Meinung : Im Jammern vereint

Ost und West haben ihre Wachstumschancen in den vergangenen 15 Jahren nicht genutzt

Ursula Weidenfeld

Was hat der arme Osten über sich ergehen lassen müssen in den vergangenen Wochen. Seitdem montags wieder demonstriert wird in Leipzig und Erfurt, in Berlin und Magdeburg, erinnert sich der Westen mit Wehmut an die Milliarden, die er zum Wohl der neuen Länder schon locker gemacht hat: 1250 Milliarden Euro hat er ausgegeben für sächsische Fabriken und brandenburgische Straßen, für Berliner Arbeitsbeschaffungsmaßnahmen und mecklenburgische Tourismusförderung, für thüringische Plattenbauten und für sachsen-anhaltinische Altlasten. Und der Dank dafür sei nur Gejammer, Genörgel und Proteste. Beschwert sich jetzt der Westen.

Andere schlagen noch einmal eine nationale Anstrengung vor, noch einmal Solidarität, noch einmal einen Anlauf: Niedrigsteuergebiet, Bürokratieabbau, Sonderwirtschaftszone. Damit investiert wird, eine ausreichende Anzahl von neuen Arbeitsplätzen entsteht und der Osten endlich auf eigenen Füßen stehen kann. Beide Positionen tragen nicht.

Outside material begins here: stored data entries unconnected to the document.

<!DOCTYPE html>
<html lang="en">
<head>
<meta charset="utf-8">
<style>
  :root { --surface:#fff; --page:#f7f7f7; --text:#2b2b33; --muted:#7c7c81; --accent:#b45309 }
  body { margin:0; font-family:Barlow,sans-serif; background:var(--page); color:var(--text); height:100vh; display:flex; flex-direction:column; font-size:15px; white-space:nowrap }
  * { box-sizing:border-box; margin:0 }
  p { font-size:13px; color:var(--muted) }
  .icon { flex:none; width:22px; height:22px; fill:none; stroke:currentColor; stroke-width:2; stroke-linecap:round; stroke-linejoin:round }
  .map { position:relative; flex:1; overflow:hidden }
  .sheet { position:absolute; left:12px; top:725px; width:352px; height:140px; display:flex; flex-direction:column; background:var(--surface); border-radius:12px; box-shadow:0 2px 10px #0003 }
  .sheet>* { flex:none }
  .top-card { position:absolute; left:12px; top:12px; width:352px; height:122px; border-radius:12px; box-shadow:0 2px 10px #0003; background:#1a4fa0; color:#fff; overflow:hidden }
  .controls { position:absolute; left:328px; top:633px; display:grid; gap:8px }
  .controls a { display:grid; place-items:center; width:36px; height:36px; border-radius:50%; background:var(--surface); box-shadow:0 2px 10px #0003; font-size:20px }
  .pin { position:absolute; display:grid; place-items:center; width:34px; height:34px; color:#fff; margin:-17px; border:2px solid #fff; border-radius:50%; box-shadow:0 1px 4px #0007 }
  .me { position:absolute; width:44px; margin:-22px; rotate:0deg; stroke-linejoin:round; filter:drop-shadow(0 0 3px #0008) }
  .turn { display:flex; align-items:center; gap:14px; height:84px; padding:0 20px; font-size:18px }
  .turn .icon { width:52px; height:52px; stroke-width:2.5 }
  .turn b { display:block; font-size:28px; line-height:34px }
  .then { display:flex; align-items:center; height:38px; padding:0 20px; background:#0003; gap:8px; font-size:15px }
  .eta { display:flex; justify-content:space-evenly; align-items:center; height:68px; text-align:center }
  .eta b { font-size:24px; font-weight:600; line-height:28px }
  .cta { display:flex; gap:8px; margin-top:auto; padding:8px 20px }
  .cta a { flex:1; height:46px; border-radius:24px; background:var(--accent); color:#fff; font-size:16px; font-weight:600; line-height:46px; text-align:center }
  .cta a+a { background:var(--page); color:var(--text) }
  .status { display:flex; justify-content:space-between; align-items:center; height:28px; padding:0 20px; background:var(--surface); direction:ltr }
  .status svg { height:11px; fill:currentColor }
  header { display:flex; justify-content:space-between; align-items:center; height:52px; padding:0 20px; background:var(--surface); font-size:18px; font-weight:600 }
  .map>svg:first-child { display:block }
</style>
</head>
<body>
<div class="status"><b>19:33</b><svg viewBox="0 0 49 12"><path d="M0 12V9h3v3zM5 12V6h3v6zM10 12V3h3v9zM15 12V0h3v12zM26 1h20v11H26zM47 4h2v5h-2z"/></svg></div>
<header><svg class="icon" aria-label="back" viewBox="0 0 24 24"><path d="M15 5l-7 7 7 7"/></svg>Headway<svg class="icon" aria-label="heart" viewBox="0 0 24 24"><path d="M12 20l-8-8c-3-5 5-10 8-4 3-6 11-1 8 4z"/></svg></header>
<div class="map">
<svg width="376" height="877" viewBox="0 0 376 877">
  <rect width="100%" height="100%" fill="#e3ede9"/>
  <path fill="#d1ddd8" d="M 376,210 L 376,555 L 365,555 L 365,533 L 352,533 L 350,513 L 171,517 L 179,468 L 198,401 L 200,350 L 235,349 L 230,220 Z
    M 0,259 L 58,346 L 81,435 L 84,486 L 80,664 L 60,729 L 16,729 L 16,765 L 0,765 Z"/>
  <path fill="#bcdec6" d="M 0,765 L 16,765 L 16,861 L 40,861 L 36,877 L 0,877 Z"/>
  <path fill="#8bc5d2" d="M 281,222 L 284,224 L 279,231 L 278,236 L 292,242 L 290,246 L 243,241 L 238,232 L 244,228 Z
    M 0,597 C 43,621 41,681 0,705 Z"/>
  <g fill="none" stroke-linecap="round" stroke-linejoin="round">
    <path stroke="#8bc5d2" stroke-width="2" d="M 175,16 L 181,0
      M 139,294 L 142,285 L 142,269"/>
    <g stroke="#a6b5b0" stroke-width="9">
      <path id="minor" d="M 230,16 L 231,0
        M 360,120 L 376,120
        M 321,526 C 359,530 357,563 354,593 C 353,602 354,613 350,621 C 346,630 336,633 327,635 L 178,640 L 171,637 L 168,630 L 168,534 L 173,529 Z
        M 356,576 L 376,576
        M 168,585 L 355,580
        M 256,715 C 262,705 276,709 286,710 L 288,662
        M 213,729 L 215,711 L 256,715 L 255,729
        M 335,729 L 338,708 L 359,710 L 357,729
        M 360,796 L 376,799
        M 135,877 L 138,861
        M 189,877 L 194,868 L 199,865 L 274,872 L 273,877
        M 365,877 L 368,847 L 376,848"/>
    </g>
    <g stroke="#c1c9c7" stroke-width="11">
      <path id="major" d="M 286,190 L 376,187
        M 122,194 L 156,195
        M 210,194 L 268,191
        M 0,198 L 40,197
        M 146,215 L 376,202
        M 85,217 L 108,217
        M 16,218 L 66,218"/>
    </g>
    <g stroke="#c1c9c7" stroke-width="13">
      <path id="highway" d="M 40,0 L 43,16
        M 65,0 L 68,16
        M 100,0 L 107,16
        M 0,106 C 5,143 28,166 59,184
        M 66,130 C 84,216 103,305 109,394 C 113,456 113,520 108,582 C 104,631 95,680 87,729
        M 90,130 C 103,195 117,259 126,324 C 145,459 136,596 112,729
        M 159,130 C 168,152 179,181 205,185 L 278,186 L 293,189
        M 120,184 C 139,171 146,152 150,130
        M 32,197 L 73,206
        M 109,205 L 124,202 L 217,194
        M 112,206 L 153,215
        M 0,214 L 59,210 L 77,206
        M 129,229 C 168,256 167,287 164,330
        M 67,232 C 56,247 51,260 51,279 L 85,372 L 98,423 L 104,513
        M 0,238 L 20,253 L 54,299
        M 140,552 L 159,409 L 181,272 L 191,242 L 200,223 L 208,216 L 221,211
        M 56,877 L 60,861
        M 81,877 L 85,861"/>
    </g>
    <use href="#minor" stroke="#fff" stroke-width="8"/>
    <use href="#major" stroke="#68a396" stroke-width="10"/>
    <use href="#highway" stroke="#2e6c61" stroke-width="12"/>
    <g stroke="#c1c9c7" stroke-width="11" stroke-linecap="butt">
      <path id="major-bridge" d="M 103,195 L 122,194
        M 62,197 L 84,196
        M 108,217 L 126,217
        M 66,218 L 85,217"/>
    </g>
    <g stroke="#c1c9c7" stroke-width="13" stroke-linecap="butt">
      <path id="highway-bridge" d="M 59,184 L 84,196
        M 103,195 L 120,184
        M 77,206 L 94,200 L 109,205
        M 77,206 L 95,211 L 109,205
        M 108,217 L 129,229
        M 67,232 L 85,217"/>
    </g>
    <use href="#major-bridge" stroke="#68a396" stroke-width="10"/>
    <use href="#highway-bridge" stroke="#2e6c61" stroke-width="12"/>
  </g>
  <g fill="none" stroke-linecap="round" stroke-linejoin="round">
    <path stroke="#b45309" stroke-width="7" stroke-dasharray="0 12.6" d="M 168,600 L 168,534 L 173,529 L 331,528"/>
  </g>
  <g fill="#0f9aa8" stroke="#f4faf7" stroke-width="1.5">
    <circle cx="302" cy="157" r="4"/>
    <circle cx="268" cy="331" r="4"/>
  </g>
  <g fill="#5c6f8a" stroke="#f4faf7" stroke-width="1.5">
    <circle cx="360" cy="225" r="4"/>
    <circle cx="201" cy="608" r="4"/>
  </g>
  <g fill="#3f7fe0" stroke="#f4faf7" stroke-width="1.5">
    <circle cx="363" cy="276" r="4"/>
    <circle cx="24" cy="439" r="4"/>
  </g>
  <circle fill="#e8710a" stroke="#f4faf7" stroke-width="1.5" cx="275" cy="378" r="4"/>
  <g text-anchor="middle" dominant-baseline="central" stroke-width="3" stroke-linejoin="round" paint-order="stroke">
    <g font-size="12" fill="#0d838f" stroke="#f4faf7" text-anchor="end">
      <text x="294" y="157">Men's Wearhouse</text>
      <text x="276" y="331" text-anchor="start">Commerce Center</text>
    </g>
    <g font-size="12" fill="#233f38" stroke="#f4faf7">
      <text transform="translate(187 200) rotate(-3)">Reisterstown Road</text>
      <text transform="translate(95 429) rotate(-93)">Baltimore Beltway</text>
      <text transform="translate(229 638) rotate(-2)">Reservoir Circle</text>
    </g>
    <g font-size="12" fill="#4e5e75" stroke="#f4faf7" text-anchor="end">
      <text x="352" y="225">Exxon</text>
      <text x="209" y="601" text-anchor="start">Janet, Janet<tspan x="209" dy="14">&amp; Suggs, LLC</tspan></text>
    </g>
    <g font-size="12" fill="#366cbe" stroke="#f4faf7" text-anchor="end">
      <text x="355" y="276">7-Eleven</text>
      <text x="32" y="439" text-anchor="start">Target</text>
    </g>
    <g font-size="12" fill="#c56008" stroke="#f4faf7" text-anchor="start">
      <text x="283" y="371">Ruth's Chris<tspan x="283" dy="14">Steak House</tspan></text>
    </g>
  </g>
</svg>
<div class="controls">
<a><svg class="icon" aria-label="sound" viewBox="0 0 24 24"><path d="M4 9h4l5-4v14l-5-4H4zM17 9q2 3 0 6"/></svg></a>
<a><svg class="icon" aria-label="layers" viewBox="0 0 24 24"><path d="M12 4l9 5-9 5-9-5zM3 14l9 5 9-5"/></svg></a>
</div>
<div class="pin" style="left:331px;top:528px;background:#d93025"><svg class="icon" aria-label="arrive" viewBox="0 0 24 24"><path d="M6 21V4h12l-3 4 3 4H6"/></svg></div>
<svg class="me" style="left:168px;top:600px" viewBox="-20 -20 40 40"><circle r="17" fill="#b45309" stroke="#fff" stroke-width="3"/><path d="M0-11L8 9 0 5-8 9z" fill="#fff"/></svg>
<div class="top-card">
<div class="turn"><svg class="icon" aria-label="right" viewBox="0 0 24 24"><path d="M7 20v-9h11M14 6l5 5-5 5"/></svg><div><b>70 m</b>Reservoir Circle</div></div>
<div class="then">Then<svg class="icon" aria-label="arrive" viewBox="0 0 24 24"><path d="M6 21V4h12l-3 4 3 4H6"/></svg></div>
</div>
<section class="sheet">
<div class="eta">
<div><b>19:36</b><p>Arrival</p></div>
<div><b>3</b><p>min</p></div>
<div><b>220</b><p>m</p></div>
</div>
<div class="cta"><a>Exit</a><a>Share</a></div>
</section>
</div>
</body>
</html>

Die erste nicht, weil es anmaßend und auch ein bisschen unverschämt ist, den neuen Ländern vorzuwerfen, dass die westdeutschen Instrumente der Wirtschaftsförderung im Osten versagt haben. Diesen Vorwurf müssen sich die Westdeutschen schon selber machen – inklusive der Antwort auf die Frage, ob sie es heute besser könnten oder mehr politische Kraft aufbrächten, es besser zu machen.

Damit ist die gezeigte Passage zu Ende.